La coexistence d’un trouble lié aux substances (TLS) et d’une maladie physique peut mutuellement compliquer la présentation clinique, le traitement et le pronostic. Appréhender l’état de santé physique de la population ayant un TLS contribuera à mieux connaître cette population et mieux organiser ses soins de santé. Cette étude porte sur la prévalence annuelle des maladies physiques induites par l’alcool et des maladies physiques concomitantes aux TLS (excluant celles induites par l’alcool). 
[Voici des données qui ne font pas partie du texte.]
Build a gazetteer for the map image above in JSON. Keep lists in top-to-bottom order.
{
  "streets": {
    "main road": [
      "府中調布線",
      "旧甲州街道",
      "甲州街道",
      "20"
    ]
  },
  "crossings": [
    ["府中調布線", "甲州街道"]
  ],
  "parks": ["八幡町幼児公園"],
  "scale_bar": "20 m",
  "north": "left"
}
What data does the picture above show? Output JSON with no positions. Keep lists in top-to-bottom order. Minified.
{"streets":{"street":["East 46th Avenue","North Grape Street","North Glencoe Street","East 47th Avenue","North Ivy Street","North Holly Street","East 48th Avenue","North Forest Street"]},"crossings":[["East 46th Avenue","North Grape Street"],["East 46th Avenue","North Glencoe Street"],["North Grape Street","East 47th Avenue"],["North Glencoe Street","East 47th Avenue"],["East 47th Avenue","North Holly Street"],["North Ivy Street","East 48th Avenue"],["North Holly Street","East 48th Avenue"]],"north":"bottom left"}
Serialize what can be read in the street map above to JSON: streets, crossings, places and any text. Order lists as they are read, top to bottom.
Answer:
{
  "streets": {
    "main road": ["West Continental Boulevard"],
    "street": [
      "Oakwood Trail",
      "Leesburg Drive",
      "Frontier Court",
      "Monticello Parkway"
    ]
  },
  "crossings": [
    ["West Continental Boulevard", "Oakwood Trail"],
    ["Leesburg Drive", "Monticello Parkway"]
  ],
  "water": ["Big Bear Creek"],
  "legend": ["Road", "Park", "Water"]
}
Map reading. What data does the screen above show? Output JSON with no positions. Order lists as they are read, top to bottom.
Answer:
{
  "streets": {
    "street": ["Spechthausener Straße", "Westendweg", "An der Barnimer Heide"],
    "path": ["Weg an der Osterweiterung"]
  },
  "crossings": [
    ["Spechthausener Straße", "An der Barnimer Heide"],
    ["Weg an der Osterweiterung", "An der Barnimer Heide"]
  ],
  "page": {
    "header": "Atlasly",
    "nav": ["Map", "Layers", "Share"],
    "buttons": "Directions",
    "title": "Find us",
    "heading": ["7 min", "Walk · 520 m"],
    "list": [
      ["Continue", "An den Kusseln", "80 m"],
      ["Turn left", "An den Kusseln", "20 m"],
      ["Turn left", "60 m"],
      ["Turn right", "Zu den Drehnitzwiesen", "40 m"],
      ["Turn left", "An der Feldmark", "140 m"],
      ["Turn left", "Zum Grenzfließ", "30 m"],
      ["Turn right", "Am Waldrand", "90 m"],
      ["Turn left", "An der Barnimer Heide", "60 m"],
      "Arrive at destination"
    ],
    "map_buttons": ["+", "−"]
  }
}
Durant l’année financière 2021‑2022 au Québec : 

  • La prévalence annuelle de diagnostics de maladies physiques induites par l’alcool était de 1,0 ‰ (1 pour 1 000 individus) dans la population générale de 12 ans et plus. Elle était plus élevée chez les hommes (1,4 ‰) que chez les femmes (0,6 ‰). Ainsi, ce sont 2 560 Québécoises et 5 995 Québécois qui ont reçu au moins un diagnostic d’une maladie physique induite par l’alcool en 2021‑2022.
  • Les diagnostics de maladies physiques ont été significativement plus prévalents dans la population avec un TLS que dans celle sans TLS (87,1 % contre 61,9 %).
  • Les trois catégories de maladies physiques les plus prévalentes chez les personnes avec un TLS étaient :
    • les lésions traumatiques, les empoisonnements et les autres conséquences de causes externes, telles que la fracture du crâne, la fracture du bassin, les commotions cérébrales, les contusions, etc. (65,5 %);
    • les signes et symptômes non classés ailleurs, c’est-à-dire toute situation médicale qui ne constitue pas un diagnostic formel d’une maladie, comme la syncope, les convulsions, les anomalies de la démarche, la perte de poids anormale, la nausée, les résultats non spécifiques des examens d’urine, etc. (49,4 %);
    • les maladies endocriniennes, nutritionnelles et métaboliques (32,2 %).
  • Tant chez les personnes ayant un TLS que chez celles sans ce diagnostic, les femmes ont une prévalence plus élevée pour toute maladie physique confondue en 2021‑2022.

Comparativement aux personnes sans TLS, celles avec un TLS avaient une prévalence plus élevée de diagnostics de COVID‑19 (6,4 fois), des maladies du sang et des organes hématopoïétiques (5,9 fois) ainsi que des maladies infectieuses excluant la COVID‑19 (4,5 fois).